Представив себя как эксцентрика, переводящего библейские тексты на польский язык в Америке, я должен заранее предостеречь от ошибочных представлений. Неизвестно, когда я воплотил бы свои замыслы и воплотил ли бы я их вообще, если бы не мой друг о. Юзеф Садзик[42], директор Editions du Dialogue в Париже. Плодом его уговоров, а затем нашего сотрудничества, включая детальную проверку текста, была Псалтирь. То же относится и к Книге Иова. Так что я трудился не в одиночестве. Я обращался к конкретному человеку, для меня были важны его одобрение и контроль. Нечто большее обычных отношений между автором и издателем.
1980
Нобелевская лекция
1
То, что я оказался на этой трибуне, – несомненный аргумент для всех, славящих данную нам от Бога, чудесно сложную непредсказуемость жизни. В школьные годы я читал книги из выходившей тогда в Польше серии «Библиотека нобелевских лауреатов» – помню и шрифт, и оттенок бумаги. Тогда я думал, что нобелевские лауреаты – это «писатели», то есть люди, прозой сочиняющие толстые тома. Даже узнав, что среди них есть поэты, я долго не мог избавиться от ставшего привычным представления. И, печатая в 1930 году первые стихи в нашем университетском журнале «Alma Mater Vilnensis», я отнюдь не претендовал на звание «писателя». Точно так же значительно позднее, выбирая одиночество и предаваясь такому чуднóму занятию, как писание польских стихов, – чуднóму, когда живешь во Франции или в Америке, – я поддерживал некий идеальный образ поэта: если он хочет прославиться, то лишь у себя на деревне или в своем городе.

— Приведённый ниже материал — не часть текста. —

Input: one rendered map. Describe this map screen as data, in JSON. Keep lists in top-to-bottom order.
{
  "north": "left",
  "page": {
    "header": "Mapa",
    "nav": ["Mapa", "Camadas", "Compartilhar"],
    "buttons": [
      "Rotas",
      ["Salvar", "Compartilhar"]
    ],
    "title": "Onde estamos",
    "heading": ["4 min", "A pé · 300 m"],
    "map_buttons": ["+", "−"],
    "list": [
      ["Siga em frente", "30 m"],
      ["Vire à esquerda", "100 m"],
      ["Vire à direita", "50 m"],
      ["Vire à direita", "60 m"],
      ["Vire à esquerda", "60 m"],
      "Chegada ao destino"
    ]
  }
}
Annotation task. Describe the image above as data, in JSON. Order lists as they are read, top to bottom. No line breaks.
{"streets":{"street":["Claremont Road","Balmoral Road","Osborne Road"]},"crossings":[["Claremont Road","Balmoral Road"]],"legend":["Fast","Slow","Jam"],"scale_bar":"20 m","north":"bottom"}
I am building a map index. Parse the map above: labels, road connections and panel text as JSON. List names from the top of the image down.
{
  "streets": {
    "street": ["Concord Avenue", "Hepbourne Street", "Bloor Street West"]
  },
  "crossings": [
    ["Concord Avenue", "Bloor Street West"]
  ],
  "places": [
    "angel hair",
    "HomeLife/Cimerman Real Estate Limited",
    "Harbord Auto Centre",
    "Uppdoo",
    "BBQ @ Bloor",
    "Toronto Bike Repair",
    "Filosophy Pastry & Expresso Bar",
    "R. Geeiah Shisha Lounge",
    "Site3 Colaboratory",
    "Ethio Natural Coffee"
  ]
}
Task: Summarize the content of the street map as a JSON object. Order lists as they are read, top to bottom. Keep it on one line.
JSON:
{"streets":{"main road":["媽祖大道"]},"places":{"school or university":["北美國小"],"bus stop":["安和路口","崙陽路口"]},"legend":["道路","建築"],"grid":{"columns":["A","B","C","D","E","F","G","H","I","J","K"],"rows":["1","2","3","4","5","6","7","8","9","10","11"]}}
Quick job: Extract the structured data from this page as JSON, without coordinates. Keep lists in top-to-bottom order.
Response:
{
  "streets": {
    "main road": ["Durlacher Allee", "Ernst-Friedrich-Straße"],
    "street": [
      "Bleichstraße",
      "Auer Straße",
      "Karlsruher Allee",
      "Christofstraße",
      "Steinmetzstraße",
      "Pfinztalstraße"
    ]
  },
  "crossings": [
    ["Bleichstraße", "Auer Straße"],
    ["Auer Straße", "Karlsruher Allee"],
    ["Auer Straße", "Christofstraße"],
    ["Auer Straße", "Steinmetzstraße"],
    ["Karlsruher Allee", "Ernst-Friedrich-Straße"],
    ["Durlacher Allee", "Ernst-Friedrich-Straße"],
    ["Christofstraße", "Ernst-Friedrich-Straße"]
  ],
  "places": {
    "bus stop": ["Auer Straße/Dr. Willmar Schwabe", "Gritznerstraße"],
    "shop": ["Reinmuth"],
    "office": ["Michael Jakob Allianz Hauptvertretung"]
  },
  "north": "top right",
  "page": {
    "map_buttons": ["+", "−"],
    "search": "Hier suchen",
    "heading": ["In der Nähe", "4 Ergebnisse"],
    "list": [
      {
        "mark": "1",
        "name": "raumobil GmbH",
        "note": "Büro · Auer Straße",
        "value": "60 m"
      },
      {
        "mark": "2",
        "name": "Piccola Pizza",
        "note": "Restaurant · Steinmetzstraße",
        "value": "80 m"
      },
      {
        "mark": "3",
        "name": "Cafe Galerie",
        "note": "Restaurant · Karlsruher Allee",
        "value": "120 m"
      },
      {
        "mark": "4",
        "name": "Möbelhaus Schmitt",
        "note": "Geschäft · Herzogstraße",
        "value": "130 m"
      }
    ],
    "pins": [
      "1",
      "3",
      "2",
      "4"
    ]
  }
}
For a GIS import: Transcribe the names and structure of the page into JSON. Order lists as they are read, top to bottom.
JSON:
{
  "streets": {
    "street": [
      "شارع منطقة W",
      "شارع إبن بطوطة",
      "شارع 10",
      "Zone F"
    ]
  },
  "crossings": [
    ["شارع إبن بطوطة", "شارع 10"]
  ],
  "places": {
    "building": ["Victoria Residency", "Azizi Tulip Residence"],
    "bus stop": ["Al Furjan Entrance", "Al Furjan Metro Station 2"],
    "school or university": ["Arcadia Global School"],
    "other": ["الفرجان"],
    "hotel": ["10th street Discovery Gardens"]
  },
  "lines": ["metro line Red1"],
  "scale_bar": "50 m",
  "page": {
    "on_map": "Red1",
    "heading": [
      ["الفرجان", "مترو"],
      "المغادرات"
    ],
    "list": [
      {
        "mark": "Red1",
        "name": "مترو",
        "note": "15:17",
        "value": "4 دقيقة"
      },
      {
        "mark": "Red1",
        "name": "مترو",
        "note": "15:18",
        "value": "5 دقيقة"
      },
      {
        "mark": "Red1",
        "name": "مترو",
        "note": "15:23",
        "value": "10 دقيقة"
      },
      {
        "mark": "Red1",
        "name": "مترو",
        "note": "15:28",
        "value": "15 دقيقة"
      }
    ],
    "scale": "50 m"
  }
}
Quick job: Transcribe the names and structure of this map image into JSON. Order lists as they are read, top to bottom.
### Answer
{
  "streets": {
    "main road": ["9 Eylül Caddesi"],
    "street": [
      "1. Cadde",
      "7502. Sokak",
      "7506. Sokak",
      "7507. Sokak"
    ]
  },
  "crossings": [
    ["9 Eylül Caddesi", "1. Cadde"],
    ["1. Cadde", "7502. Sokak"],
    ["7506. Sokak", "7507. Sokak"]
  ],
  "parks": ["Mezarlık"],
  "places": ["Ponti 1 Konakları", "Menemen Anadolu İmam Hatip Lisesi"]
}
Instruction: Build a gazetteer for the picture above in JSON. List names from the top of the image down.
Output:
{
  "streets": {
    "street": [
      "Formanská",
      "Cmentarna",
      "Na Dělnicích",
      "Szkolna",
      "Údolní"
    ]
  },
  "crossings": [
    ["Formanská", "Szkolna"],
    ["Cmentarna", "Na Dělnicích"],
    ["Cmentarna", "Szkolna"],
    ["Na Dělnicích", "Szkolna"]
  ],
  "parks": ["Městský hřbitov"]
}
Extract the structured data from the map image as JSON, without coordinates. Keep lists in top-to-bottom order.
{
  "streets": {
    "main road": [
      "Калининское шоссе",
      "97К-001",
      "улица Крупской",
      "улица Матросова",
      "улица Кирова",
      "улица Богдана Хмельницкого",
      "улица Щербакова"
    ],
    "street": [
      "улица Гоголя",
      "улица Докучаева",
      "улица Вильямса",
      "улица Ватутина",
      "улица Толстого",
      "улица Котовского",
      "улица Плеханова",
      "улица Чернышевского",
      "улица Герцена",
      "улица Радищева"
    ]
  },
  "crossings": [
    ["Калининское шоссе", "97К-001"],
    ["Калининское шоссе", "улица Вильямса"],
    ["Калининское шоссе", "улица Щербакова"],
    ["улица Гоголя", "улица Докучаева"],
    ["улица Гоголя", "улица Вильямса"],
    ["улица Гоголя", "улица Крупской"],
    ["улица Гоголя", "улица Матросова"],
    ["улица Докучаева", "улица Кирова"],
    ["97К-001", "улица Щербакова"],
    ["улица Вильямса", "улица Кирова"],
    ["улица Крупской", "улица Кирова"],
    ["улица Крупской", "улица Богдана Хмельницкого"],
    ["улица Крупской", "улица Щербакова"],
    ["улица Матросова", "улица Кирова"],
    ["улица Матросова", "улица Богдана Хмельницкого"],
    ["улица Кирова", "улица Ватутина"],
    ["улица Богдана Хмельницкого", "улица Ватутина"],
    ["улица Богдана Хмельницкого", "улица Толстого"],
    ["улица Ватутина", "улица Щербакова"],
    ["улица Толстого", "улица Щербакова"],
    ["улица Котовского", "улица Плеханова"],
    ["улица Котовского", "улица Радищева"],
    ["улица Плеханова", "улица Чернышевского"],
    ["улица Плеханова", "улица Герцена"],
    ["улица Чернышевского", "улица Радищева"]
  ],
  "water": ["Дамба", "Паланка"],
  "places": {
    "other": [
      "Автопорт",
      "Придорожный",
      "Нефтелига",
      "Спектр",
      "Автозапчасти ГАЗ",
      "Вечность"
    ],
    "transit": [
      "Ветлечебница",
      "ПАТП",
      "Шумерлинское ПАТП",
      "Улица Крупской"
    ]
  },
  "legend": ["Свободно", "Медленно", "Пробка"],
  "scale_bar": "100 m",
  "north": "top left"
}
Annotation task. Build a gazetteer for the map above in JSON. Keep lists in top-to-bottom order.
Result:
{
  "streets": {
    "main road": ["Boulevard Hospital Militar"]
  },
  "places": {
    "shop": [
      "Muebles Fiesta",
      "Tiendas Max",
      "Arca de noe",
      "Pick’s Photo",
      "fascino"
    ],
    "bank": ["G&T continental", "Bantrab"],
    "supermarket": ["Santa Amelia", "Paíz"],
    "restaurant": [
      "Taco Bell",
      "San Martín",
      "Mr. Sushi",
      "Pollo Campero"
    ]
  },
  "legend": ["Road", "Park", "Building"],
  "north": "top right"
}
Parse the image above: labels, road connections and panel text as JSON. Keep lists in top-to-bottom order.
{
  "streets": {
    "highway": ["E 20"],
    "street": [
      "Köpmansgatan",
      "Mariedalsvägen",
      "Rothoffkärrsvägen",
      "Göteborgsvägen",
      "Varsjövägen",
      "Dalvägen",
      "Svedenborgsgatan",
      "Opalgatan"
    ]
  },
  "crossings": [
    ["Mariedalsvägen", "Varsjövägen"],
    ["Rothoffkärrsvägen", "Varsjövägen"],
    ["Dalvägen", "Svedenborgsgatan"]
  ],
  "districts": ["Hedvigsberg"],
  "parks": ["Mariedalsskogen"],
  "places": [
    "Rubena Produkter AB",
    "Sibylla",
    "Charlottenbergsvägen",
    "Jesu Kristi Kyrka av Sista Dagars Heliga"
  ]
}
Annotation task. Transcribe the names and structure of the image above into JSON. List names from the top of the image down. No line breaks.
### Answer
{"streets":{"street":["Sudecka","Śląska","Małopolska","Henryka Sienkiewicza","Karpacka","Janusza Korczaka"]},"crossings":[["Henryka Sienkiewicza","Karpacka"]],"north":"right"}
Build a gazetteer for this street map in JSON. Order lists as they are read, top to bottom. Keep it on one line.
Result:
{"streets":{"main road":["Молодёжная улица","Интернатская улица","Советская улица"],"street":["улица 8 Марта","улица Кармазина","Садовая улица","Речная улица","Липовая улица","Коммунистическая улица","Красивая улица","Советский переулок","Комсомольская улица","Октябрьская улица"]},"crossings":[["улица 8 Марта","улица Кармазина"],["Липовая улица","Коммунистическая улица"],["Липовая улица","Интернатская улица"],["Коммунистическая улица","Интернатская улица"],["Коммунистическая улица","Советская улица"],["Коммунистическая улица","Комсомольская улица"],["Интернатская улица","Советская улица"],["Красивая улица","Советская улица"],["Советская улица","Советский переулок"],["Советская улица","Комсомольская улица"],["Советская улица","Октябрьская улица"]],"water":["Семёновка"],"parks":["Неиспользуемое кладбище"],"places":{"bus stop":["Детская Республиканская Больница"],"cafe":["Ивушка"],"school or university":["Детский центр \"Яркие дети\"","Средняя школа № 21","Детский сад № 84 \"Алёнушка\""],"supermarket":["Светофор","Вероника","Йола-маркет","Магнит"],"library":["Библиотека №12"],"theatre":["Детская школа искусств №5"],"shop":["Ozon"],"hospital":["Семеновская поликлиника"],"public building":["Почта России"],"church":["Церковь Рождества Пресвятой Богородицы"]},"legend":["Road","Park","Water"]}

Думаю, что один нобелевский лауреат, читанный в детстве, серьезно повлиял на мои представления о поэзии, – я рад сказать об этом здесь. Это была Сельма Лагерлеф. Ее «Чудесное путешествие», книга, которую я боготворил, наделяет героя двойственной ролью. Он – тот, кто летит над землей и охватывает ее взглядом сверху, и в то же время он видит ее во всех подробностях. Это можно счесть метафорой призвания поэта. Позднее я нашел сходную метафору в латинской оде поэта XVII века Мацея Сарбевского, известного в Европе под псевдонимом Казимир. Он преподавал поэтику в моем университете. В оде этой он описывает свое путешествие из Вильно в Брюссель, где у него были друзья-поэты, – верхом на Пегасе. Как и Нильс Хольгерссон, он видит внизу реки, озера, леса, то есть карту, в равной степени отдаленную и полную конкретности.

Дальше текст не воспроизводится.